Stored data entries:
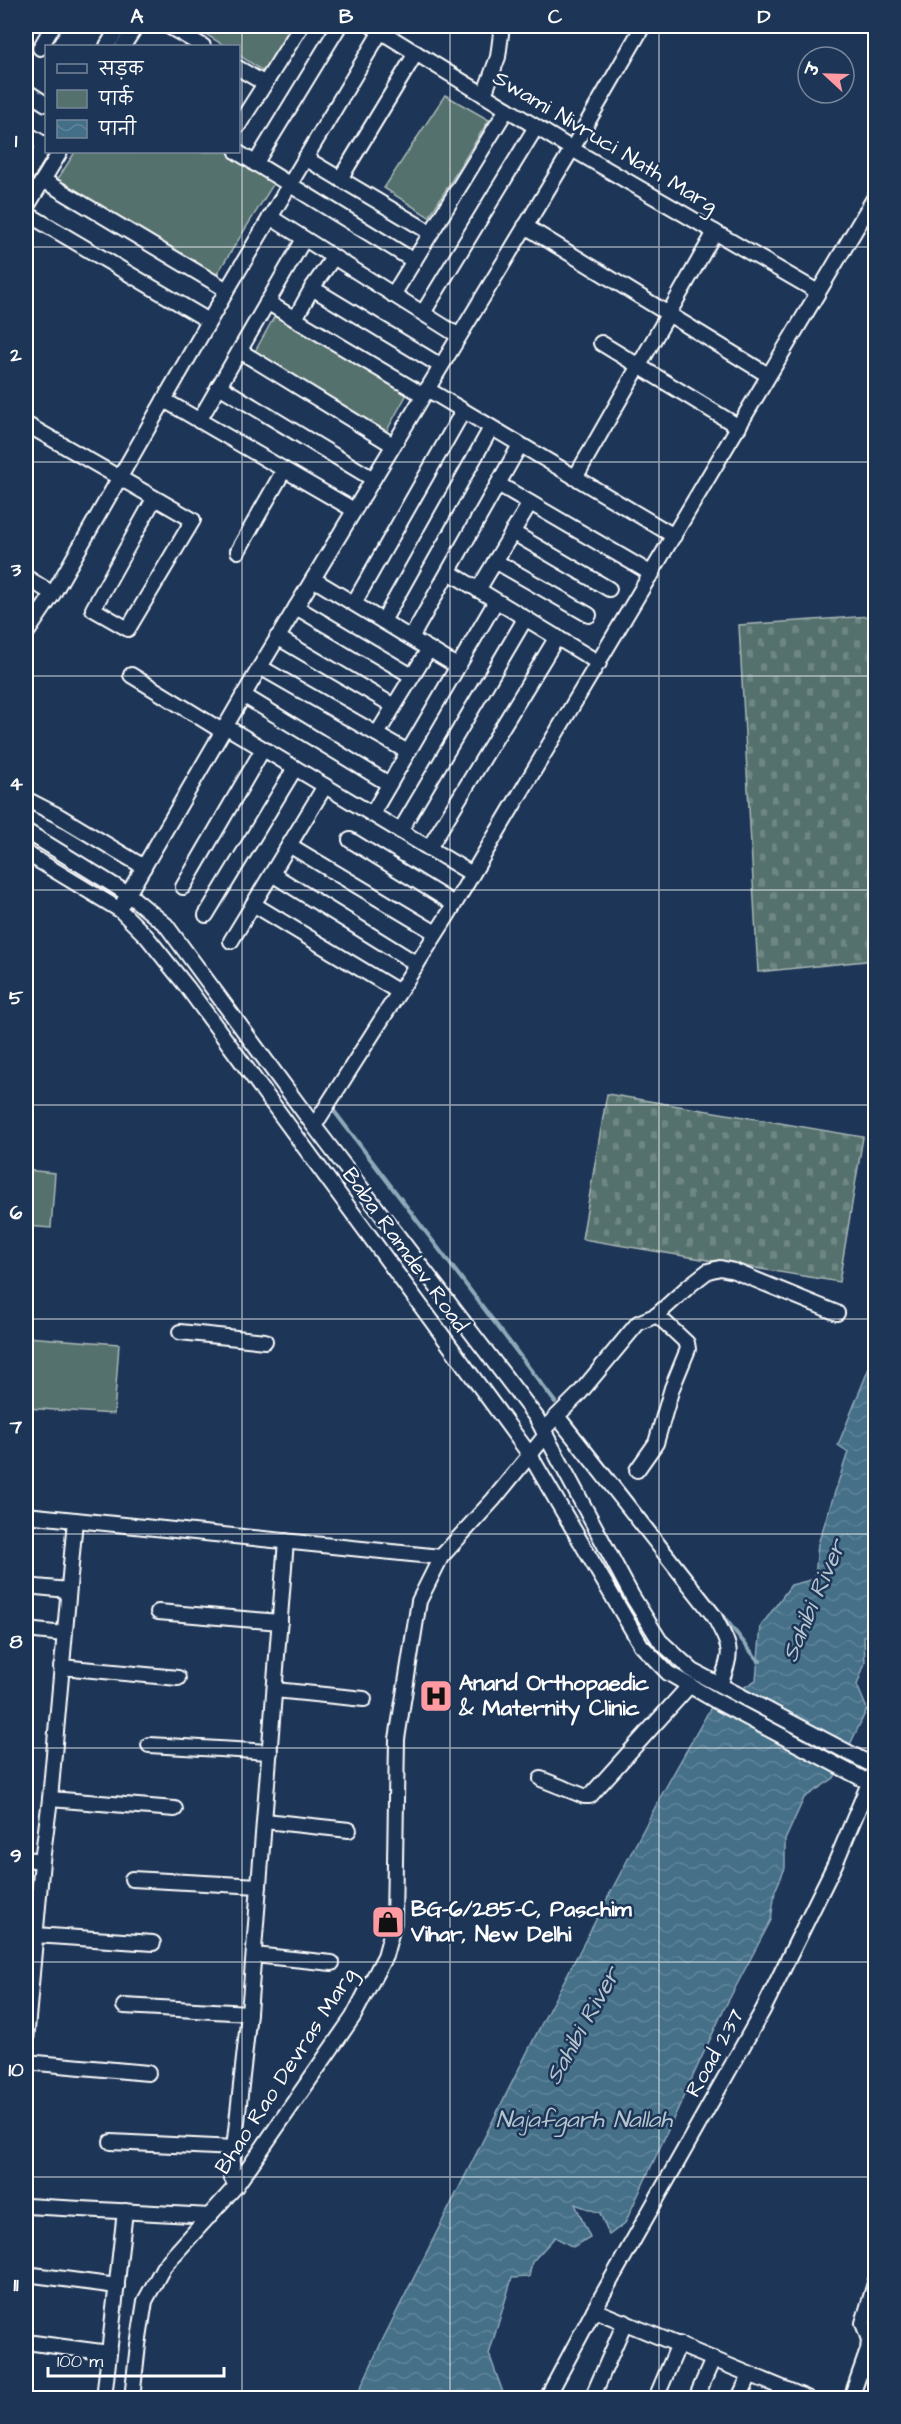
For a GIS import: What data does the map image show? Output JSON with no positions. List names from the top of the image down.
{
  "streets": {
    "street": [
      "Swami Nivruci Nath Marg",
      "Baba Ramdev Road",
      "Road 237",
      "Bhao Rao Devras Marg"
    ]
  },
  "crossings": [
    ["Baba Ramdev Road", "Road 237"],
    ["Baba Ramdev Road", "Bhao Rao Devras Marg"]
  ],
  "water": ["Sahibi River", "Najafgarh Nallah"],
  "places": {
    "hospital": ["Anand Orthopaedic & Maternity Clinic"],
    "shop": ["BG-6/285-C, Paschim Vihar, New Delhi"]
  },
  "legend": ["सड़क", "पार्क", "पानी"],
  "scale_bar": "100 m",
  "north": "left",
  "grid": {
    "columns": [
      "A",
      "B",
      "C",
      "D"
    ],
    "rows": [
      "1",
      "2",
      "3",
      "4",
      "5",
      "6",
      "7",
      "8",
      "9",
      "10",
      "11"
    ]
  }
}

Work to be completed: Your copy should match every entry above exactly and contain no pictures.

Reply to the task:
For a GIS import: What data does the map image show? Output JSON with no positions. List names from the top of the image down.
{
  "streets": {
    "street": [
      "Swami Nivruci Nath Marg",
      "Baba Ramdev Road",
      "Road 237",
      "Bhao Rao Devras Marg"
    ]
  },
  "crossings": [
    ["Baba Ramdev Road", "Road 237"],
    ["Baba Ramdev Road", "Bhao Rao Devras Marg"]
  ],
  "water": ["Sahibi River", "Najafgarh Nallah"],
  "places": {
    "hospital": ["Anand Orthopaedic & Maternity Clinic"],
    "shop": ["BG-6/285-C, Paschim Vihar, New Delhi"]
  },
  "legend": ["सड़क", "पार्क", "पानी"],
  "scale_bar": "100 m",
  "north": "left",
  "grid": {
    "columns": [
      "A",
      "B",
      "C",
      "D"
    ],
    "rows": [
      "1",
      "2",
      "3",
      "4",
      "5",
      "6",
      "7",
      "8",
      "9",
      "10",
      "11"
    ]
  }
}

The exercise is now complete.